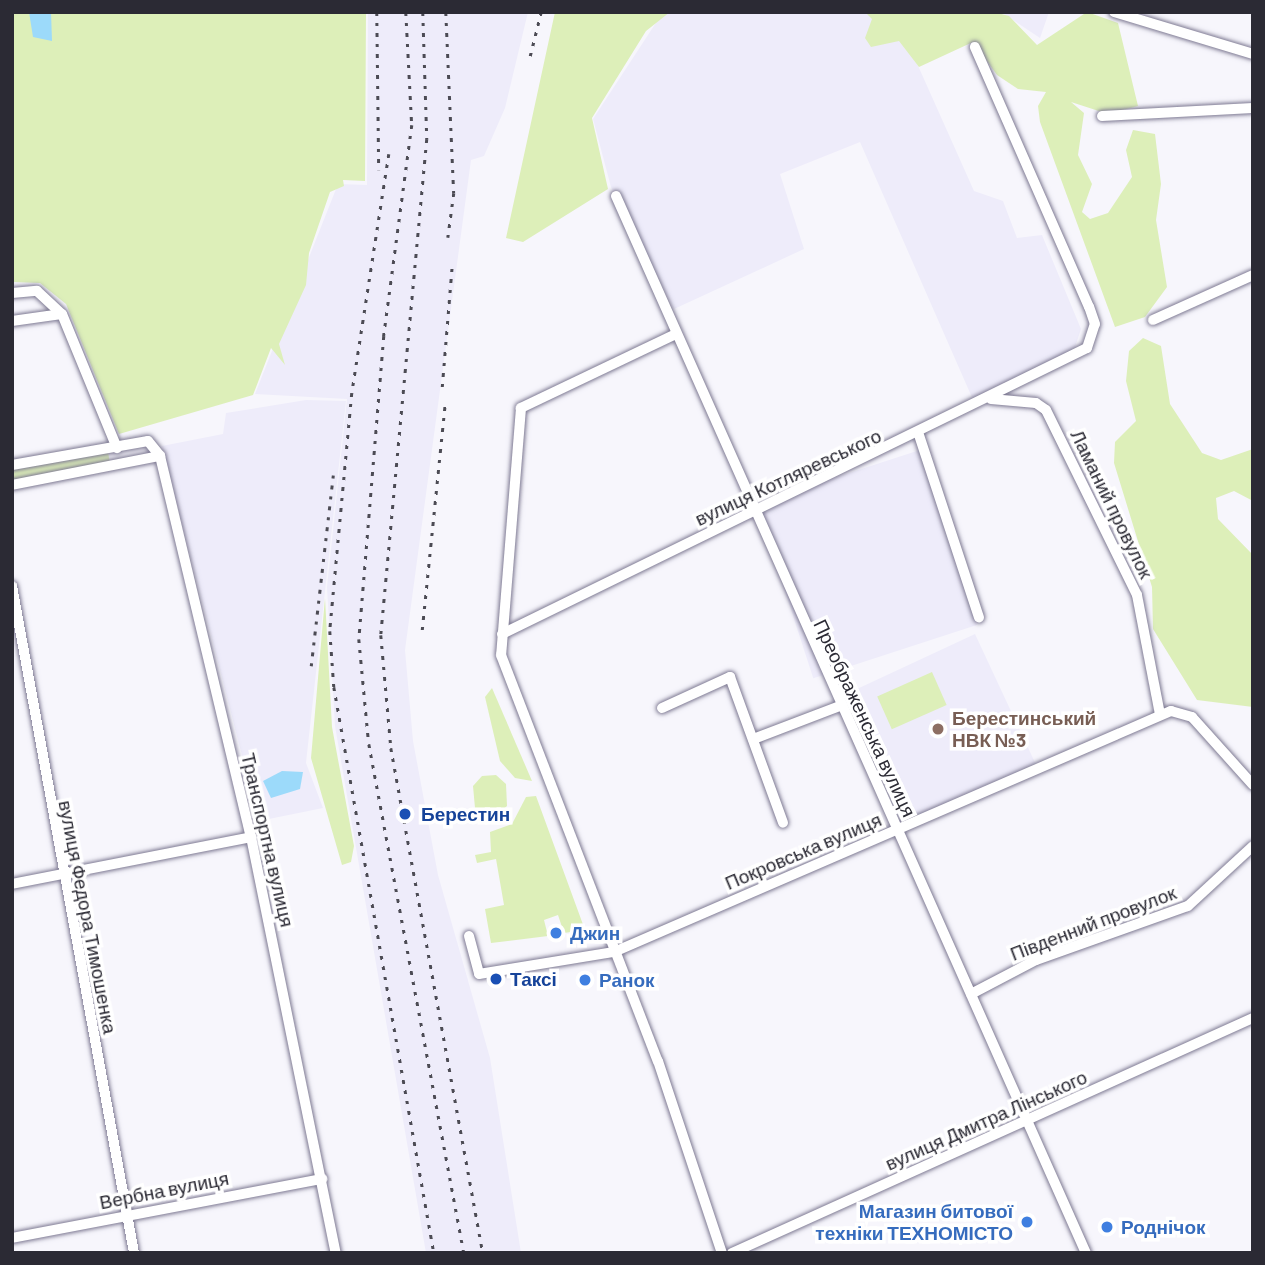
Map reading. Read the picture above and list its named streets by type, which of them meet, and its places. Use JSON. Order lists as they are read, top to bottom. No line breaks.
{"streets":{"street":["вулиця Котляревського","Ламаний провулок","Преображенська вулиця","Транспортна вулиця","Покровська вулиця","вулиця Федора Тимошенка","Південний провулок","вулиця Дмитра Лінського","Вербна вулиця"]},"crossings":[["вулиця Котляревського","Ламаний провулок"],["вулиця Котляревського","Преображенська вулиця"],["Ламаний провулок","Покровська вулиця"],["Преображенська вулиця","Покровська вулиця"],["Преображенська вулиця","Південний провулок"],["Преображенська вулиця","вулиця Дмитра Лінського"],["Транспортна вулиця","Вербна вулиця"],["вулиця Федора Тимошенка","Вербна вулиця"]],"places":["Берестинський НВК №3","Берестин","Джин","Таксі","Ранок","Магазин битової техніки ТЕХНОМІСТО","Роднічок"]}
★ ★ ★
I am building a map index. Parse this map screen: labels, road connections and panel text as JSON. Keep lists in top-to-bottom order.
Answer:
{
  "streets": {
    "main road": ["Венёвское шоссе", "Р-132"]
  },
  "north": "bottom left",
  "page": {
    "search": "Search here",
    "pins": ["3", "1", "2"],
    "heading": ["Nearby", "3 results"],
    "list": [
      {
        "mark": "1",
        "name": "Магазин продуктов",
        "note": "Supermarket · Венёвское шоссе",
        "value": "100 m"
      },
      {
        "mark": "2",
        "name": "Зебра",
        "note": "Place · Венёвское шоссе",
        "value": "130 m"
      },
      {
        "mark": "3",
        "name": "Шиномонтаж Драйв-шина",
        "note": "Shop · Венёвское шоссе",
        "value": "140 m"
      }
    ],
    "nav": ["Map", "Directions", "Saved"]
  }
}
★ ★ ★
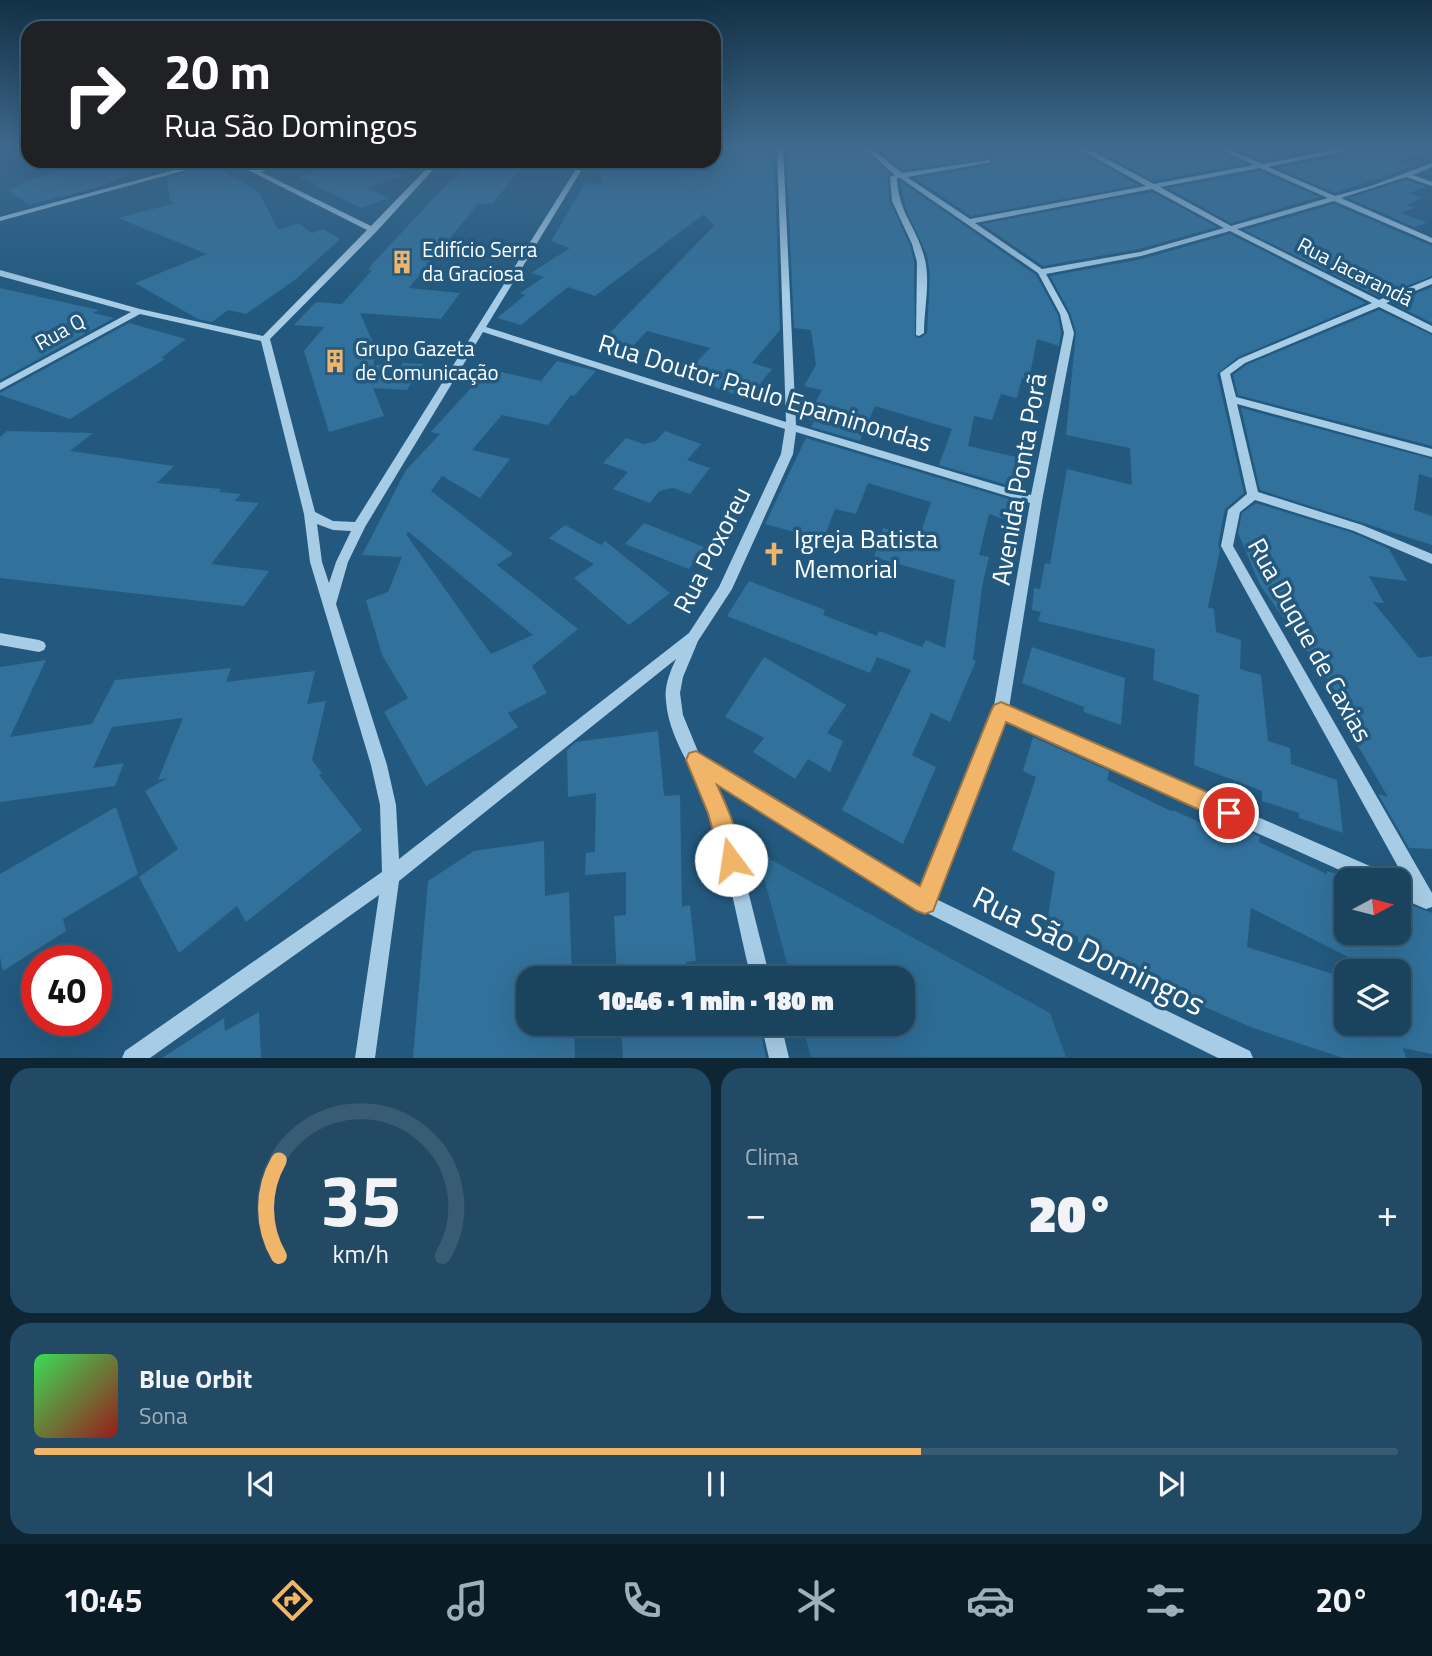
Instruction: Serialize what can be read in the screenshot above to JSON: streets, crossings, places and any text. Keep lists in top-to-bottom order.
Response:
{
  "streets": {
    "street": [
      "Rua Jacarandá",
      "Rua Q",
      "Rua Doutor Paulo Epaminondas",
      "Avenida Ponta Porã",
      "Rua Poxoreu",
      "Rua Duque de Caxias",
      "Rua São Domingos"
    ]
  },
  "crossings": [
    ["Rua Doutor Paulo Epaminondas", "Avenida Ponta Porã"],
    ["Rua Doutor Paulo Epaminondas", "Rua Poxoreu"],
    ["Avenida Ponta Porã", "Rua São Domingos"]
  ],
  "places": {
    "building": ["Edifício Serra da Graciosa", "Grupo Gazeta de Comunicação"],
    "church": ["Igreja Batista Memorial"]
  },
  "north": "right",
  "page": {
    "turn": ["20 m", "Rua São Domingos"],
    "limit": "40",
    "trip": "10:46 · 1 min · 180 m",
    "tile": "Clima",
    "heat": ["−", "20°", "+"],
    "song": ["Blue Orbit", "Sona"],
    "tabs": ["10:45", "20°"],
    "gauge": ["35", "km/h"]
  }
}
★ ★ ★
(YOUR ASSIGNMENT) Whenever the string "text" shows up on a line of the listing, copy that line.

(ANSWER TO THE PROBLEM)
I am building a map index. Parse this map screen: labels, road connections and panel text as JSON. Keep lists in top-to-bottom order.
Instruction: Serialize what can be read in the screenshot above to JSON: streets, crossings, places and any text. Keep lists in top-to-bottom order.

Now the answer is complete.